Getting different sizeof values of the same array in main and in a function

Question

In the following code, when I print sizeof(arr) in main(), I get output 32. However when I send the same array to a function print() and print out sizeof(arr), I get 8.

My question is, shouldn't they both be 8, because arr is a pointer to the first element in both cases?

Code:

#include <iostream>

using namespace std;

void print(int arr[])
{
    cout << "from function print(): " << sizeof(arr);
}

int main()
{
    int arr[] = { 1, 2, 3, 4, 5, 6, 7, 8 };

    cout << "from main: " << sizeof(arr) << endl;

    print(arr);

    return 0;
}

Output:

main.cpp:8:46: warning: ‘sizeof’ on array function parameter ‘arr’ will return size of ‘int*’ [-Wsizeof-array-argument]                       
main.cpp:5:20: note: declared here                                                                                                            
from main: 32                                                                                                                                 
from function print(): 8                                                                                                                      
                                                                                                                                              
...Program finished with exit code 0                                                                                                          
Press ENTER to exit console.  

Answer 1

My question is, shouldn't they both be 8, because arr is a pointer to the first element in both cases?

An array name is not a pointer.

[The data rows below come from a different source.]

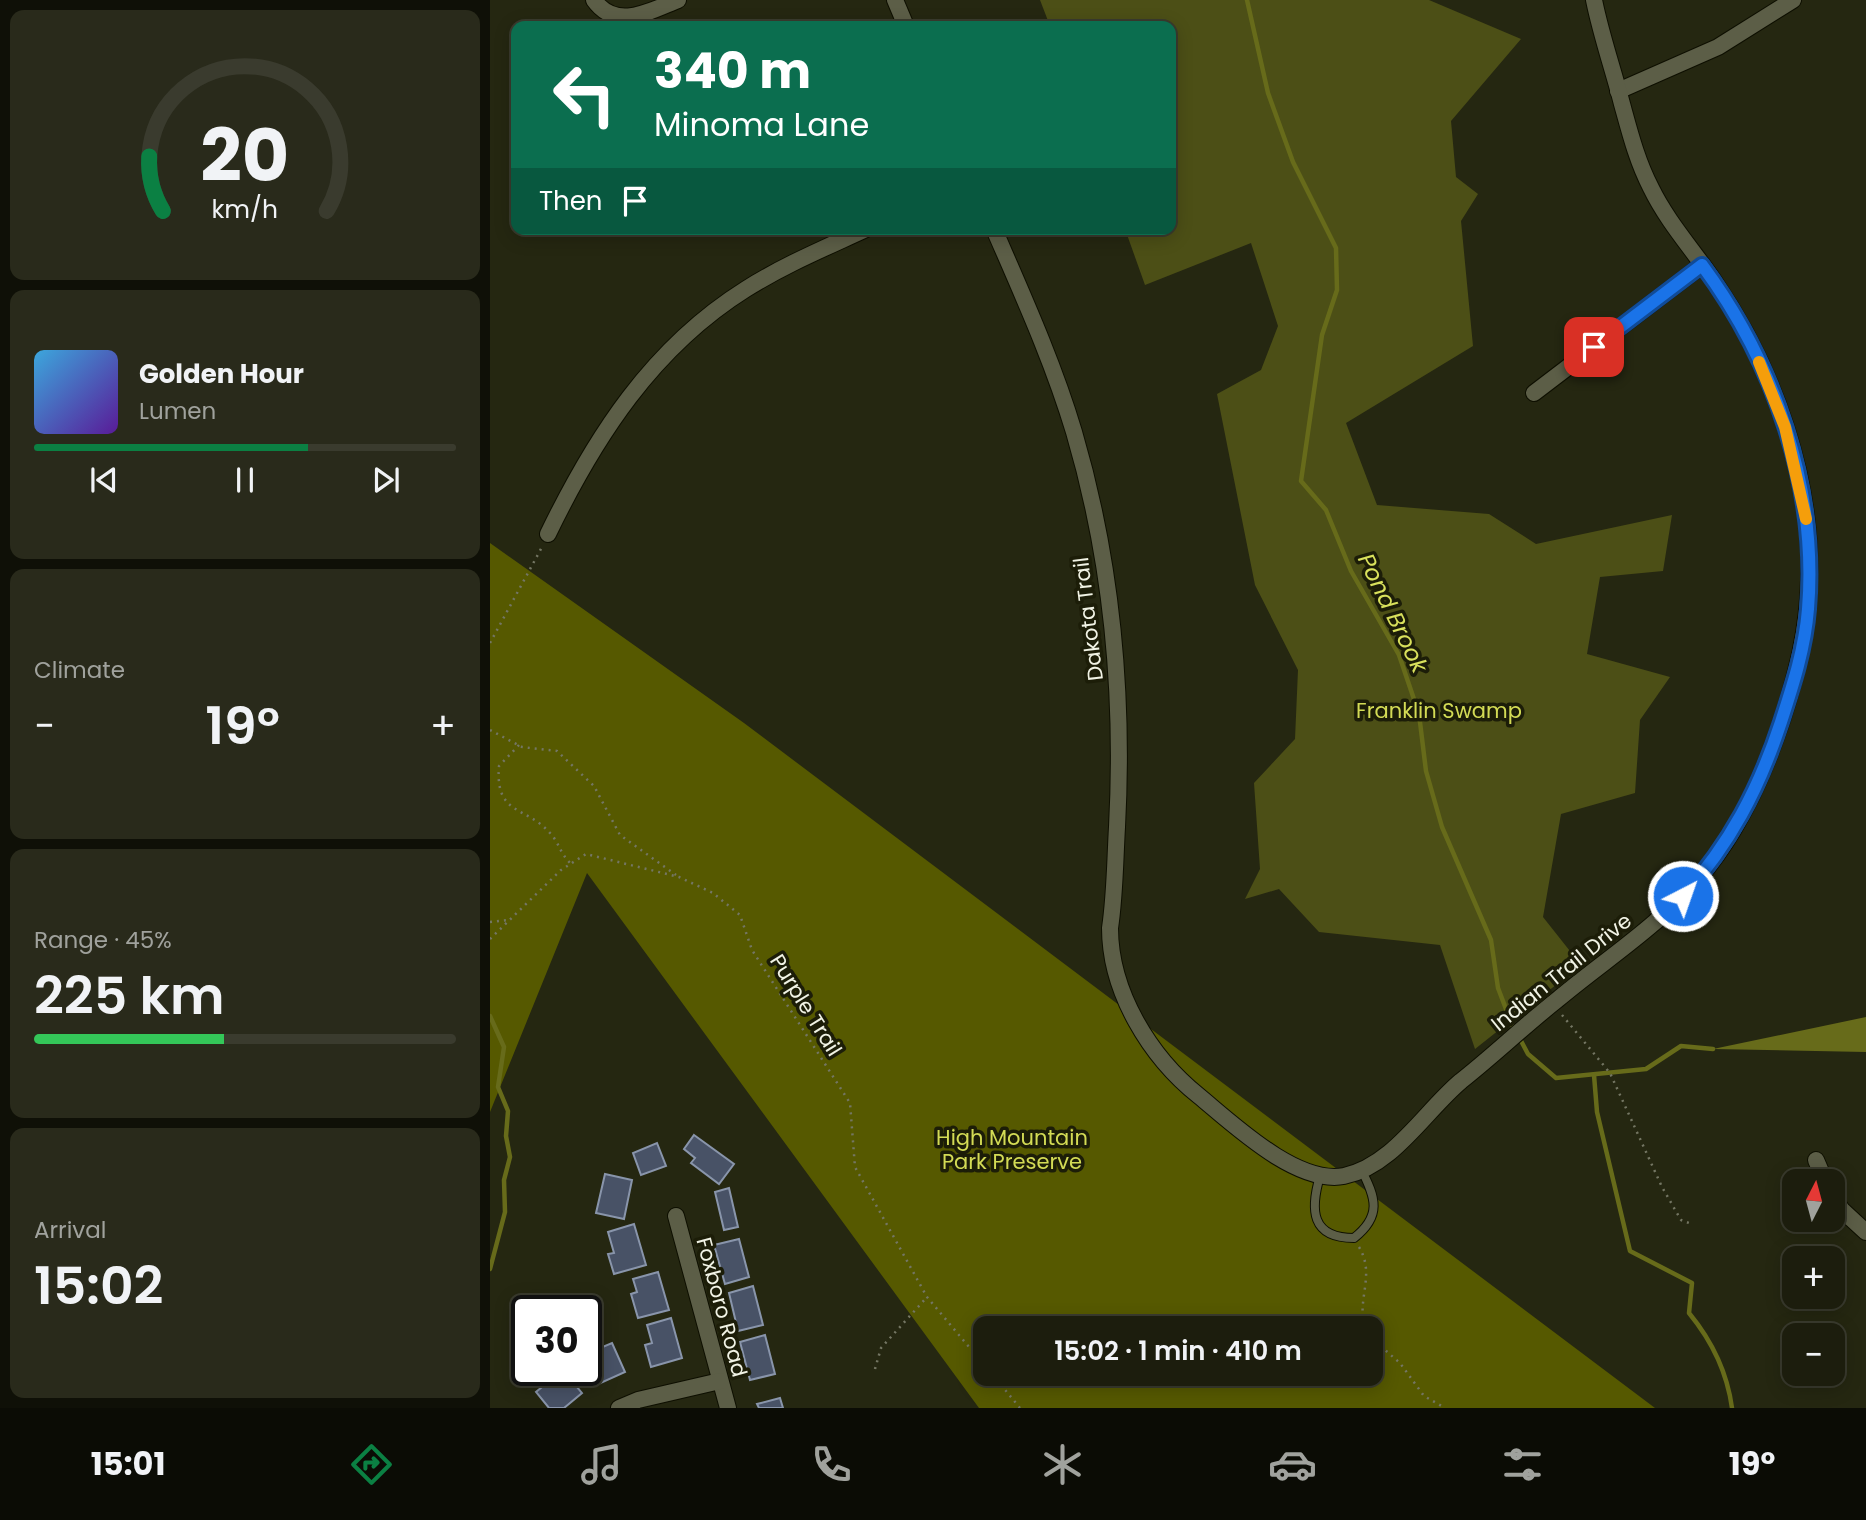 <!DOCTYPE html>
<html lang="en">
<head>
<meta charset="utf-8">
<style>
  :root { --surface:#1c1d0d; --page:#292a1b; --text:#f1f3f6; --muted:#a0a29d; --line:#3a3b2e; --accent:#0b8043 }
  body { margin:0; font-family:Poppins,sans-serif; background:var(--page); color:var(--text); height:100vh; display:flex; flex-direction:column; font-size:26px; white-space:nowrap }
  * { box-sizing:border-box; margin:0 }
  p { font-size:23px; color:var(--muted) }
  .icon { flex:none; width:38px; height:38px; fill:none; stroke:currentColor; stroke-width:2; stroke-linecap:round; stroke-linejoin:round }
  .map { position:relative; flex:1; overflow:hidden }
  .side { display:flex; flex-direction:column; gap:10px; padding:10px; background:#0f1007; width:490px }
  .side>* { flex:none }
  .hud { position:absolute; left:21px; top:21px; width:665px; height:214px; border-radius:14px; box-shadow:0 4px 18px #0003,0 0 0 2px var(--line); background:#0b6e4f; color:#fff; overflow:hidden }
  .needle { width:46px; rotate:6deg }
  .buttons { position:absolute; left:1292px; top:1169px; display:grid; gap:14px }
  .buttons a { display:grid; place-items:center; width:63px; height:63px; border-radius:14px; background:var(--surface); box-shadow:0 4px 18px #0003,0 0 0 2px var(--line); font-size:35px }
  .speed { position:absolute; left:21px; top:1295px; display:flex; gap:14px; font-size:35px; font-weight:700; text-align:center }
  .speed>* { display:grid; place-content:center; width:91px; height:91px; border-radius:50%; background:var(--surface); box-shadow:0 4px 18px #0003,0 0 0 2px var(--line); line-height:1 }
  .speed .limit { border:4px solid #111; border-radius:10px; background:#fff; color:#111 }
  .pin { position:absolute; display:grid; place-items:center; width:60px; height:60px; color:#fff; margin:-30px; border-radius:14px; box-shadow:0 4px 10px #0006 }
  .me { position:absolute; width:77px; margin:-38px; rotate:41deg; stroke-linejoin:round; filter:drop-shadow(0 0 5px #0008) }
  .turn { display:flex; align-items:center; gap:24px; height:147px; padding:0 28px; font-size:32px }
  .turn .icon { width:91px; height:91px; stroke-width:2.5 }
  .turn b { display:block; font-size:49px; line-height:60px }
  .then { display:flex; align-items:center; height:66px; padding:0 28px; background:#0003; gap:14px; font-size:26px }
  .big { font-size:52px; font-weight:600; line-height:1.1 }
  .side .tile { flex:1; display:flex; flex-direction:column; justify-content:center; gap:10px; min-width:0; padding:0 24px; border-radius:14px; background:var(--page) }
  .side .dial { align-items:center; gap:0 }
  .dial svg { height:182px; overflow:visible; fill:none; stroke:var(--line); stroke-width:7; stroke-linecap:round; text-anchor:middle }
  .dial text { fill:var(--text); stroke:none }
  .song { display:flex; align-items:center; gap:21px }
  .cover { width:84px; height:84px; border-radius:10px; background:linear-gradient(135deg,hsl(200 70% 55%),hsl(270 70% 35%)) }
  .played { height:7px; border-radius:4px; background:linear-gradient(90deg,var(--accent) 65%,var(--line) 65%) }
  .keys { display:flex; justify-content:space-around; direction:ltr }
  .heat { display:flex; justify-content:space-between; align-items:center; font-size:38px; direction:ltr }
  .charge { height:10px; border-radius:5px; background:linear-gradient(90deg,#34c759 45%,var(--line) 0) }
  .trip { position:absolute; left:483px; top:1316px; width:410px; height:70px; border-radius:14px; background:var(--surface); box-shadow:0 4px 18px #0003,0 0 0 2px var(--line); font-weight:600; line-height:70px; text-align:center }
  .tab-bar { display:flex; height:112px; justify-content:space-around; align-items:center; background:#0b0c05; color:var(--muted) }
  .tab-bar .icon { width:49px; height:49px }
  .tab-bar .selected { color:var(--accent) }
  .tab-bar b { font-size:32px; color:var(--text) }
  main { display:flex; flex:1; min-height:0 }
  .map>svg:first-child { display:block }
</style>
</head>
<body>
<main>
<section class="side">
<div class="tile dial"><svg viewBox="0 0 100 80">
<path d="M14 69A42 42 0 1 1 86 69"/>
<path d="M14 69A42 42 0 0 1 8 45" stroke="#0b8043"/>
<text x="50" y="56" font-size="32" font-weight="700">20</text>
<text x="50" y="72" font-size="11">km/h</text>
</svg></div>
<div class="tile">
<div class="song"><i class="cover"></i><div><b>Golden Hour</b><p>Lumen</p></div></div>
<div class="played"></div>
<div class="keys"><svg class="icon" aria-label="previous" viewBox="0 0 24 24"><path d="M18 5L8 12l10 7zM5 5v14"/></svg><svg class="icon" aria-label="pause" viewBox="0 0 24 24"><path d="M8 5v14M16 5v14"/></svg><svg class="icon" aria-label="next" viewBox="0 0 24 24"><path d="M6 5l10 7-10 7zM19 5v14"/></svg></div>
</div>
<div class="tile"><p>Climate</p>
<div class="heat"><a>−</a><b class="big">19°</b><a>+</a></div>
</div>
<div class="tile"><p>Range · 45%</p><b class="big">225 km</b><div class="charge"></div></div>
<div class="tile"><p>Arrival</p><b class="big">15:02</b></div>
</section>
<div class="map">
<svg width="1376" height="1408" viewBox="0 0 1376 1408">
  <rect width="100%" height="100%" fill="#252711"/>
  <!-- green -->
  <path fill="#4c4f16" d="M550 0H939L1031 39 961 121 966 177 988 194 971 221 983 346 856 423 887 505 999 514 1046 544 1182 515 1173 571 1110 577 1097 654 1180 677 1150 720 1145 793 1071 814 1053 917 1091 965 985 1049 950 945 829 932 789 889 755 899 770 869 764 783 805 739 808 670 765 585 727 394 771 370 788 326 761 243 655 285 635 229H681V26H560Z"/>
  <!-- forest -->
  <path fill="#565900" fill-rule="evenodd" d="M0 543 254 723 1165 1408H489L97 873 0 1112ZM495 1328H880V1374H495Z"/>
  <!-- water -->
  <path fill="#676b1a" d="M1376 1017V1052L1223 1049Z"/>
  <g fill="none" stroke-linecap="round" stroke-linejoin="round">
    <!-- stream -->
    <g stroke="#676b1a" stroke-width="4.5">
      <path d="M757 0 778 93 803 162 846 248 847 290 832 335 811 481 836 510 861 571 909 655 929 714 936 771 952 827 1001 940 1008 988 1024 1030"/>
      <path d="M0 1016 14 1047 8 1087 18 1111 16 1136 20 1157 14 1180 15 1212 0 1269"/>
      <path d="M1029 1037 1038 1054 1066 1078 1156 1069 1191 1046 1223 1049"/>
      <path d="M1104 1075 1107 1112 1140 1251 1202 1283 1199 1313C1222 1341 1237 1371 1242 1408"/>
    </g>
  </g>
  <!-- building -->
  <g fill="#485266" stroke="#8995ab" stroke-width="2">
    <path d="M204 1135 244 1164 229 1184 201 1163 205 1158 194 1149Z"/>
    <path d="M167 1143 176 1166 151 1175 143 1153Z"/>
    <path d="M115 1174 142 1180 134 1219 106 1213Z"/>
    <path d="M239 1188 248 1227 234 1230 225 1192Z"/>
    <path d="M144 1224 156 1265 124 1274 118 1254 124 1253 118 1232Z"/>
    <path d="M249 1239 259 1277 235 1284 224 1245Z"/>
    <path d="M168 1272 179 1310 148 1318 141 1294 147 1292 143 1279Z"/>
    <path d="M263 1286 273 1325 248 1331 239 1293Z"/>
    <path d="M181 1318 192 1358 161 1367 155 1345 162 1343 157 1325Z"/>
    <path d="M275 1335 285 1374 260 1380 250 1342Z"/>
    <path d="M122 1343 135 1372 104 1386 96 1368V1354Z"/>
    <path d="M73 1370 92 1393 74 1408H59L46 1392Z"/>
    <path d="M290 1398 293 1408H269L267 1404Z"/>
  </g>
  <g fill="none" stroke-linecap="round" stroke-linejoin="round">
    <defs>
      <path id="lane" d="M830 1176C820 1210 821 1238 864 1238 892 1216 886 1198 871 1169"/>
      <g id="street">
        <path d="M104 0C126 31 160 11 188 0"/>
        <path d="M405 0 416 26"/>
        <path d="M1128 91 1228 47 1303 0"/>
        <path d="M504 229C533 296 563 362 584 432 622 561 634 694 627 827 625 861 625 895 620 928 620 992 660 1057 709 1096 744 1125 807 1185 854 1176 903 1166 935 1111 971 1081 1004 1055 1034 1026 1067 1000 1099 973 1134 949 1165 922 1230 868 1266 798 1292 720 1307 673 1318 628 1319 580 1323 478 1283 368 1226 284 1205 252 1178 223 1161 188 1147 161 1140 133 1132 104 1123 69 1111 35 1104 0"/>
        <path d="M1044 393 1212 265"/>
        <path d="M58 534C105 437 162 348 256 289 294 265 335 248 376 229"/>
        <path d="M1326 1160 1335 1181"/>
        <path d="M1342 1195 1352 1210 1376 1232"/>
        <path d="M186 1216 238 1408"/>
        <path d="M129 1408 148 1400 230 1381"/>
      </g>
    </defs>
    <!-- lane casing -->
    <use href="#lane" stroke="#0e0f00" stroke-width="10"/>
    <!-- street casing -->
    <use href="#street" stroke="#0e0f00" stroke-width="18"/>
    <!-- path -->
    <g stroke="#747663" stroke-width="2.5" stroke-dasharray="2 5" stroke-linecap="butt">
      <path d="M0 643 52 547"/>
      <path d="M0 730 32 747 67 751 104 786 130 835 186 875"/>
      <path d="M29 745 9 766C5 816 35 805 60 833 70 844 69 852 81 864"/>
      <path d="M0 922 18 920"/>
      <path d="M0 939 71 870 96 854 189 877 223 893 250 915 262 950 360 1103 365 1167 437 1297 495 1366"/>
      <path d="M1072 1015 1120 1073 1172 1187 1191 1220 1199 1223"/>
      <path d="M869 1247C886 1275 866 1300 875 1328"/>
      <path d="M880 1337 910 1363 934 1396 955 1408"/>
      <path d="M385 1369 391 1348 437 1297"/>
      <path d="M502 1374 530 1408"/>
    </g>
    <!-- lane -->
    <use href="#lane" stroke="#5c5e47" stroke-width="8"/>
    <!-- street -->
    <use href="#street" stroke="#5c5e47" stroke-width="16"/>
  </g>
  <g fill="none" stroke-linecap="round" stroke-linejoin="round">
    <defs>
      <path id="route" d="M1104 347 1212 265C1284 362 1328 488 1318 609 1315 648 1303 685 1291 722 1269 789 1240 844 1193 896"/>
    </defs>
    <!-- route casing -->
    <use href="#route" stroke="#114b97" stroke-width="18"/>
    <!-- route -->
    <use href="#route" stroke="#1a73e8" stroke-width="12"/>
    <!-- slow -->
    <path stroke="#f59e0b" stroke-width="12" d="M1269 362 1295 427 1316 519"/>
  </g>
  <g text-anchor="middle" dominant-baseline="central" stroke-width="7" stroke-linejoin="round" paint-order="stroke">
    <!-- street labels -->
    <g font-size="21" fill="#f1f3e5" stroke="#1c1d08">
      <text transform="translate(598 619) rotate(-97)">Dakota Trail</text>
      <text transform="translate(1071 972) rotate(-39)">Indian Trail Drive</text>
      <text transform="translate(316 1005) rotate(58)">Purple Trail</text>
      <text transform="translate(232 1307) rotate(75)">Foxboro Road</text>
    </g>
    <!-- park labels -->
    <g font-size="21" fill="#d3db55" stroke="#1c1d08">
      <text x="949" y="710">Franklin Swamp</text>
      <text x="522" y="1137">High Mountain<tspan x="522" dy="24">Park Preserve</tspan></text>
    </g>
    <!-- water labels -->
    <g font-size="23" font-style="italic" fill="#d9e15c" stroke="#1c1d08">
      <text transform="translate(903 613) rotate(64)">Pond Brook</text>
    </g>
  </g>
</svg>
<div class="buttons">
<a><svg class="needle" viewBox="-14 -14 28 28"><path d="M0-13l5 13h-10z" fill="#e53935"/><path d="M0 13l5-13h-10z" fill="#a0a29d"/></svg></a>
<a>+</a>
<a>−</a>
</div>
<div class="speed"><div class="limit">30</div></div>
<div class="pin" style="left:1104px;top:347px;background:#d93025"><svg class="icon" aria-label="arrive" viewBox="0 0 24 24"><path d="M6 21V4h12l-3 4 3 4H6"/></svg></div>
<svg class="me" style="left:1193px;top:896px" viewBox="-20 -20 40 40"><circle r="17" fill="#1a73e8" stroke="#fff" stroke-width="3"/><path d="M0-11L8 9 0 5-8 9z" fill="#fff"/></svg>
<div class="trip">15:02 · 1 min · 410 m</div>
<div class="hud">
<div class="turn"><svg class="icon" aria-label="left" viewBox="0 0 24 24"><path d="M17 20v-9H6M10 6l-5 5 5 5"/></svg><div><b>340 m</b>Minoma Lane</div></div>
<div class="then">Then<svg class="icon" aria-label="arrive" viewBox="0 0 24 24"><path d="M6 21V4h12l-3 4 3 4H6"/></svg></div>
</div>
</div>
</main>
<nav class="tab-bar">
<b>15:01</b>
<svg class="icon selected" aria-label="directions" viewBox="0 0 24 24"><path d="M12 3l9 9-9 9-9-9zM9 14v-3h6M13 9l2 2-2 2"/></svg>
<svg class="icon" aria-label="music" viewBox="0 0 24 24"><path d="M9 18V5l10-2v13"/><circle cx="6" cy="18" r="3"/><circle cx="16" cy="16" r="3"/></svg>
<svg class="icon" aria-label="phone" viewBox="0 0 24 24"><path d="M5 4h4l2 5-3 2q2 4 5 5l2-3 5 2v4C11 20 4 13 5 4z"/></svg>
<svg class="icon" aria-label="climate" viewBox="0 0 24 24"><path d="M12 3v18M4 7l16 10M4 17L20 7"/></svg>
<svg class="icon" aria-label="car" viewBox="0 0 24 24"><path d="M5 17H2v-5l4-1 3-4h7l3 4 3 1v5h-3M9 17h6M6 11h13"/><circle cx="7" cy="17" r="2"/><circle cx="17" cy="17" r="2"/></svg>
<svg class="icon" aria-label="filters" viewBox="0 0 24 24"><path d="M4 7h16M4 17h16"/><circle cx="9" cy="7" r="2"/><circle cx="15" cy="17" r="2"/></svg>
<b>19°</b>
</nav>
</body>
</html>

In main, where arr is declared and initialized you will get the real size of arr, which in your case is 32 bytes, 8 times(the number of elements) 4(your system int type size).

sizeof is able to calculate the total size of the array because it's an array type, this is mandated by the C++ standard:

[expr.sizeof]

[...] When [sizeof is] applied to an array, the result is the total number of bytes in the array. This implies that the size of an array of n elements is n times the size of an element.

In

void print(int arr[]){/*...*/}

You're right, the int arr[] argument will decay to a pointer to arr, so sizeof(arr) is the size of the pointer, sizeof is not able to find the size of an object pointed by the pointer passed to it as an argument, it will render the size of the pointer instead, which in your system is 8 bytes, as it usually is in a 64 bit system.

As you are using an expression instead of a type you can remove the parenthesis and use sizeof arr only.

On a side note, using namespace std; is not advised.

Answer 2

arr is not a pointer to the first element in both cases. In main arr is an array. In print arr is a pointer. When print is called the name of the array arr is converted to a pointer to its first element.

So in main sizeof knows that arr is an array and calculates it's total size. But in print all sizeof knows is that arr is a pointer, It doesn't know that it's pointing to the first element of an array. In fact there is no reason that it must point to the first element of any array. In main you could have print(arr + 1);, now arr in print is pointing to the second element of the array. Or you could have int num = 1; print(&num); now arr in print isn't pointing to an array at all.

So all sizeof in print knows is that arr is a pointer, and so it gives you the size of that pointer.

For all these reasons (and many more) you don't see arrays being used all that much in C++. Most of the time you should prefer to use std::vector. Vectors are superior to arrays for most purposes.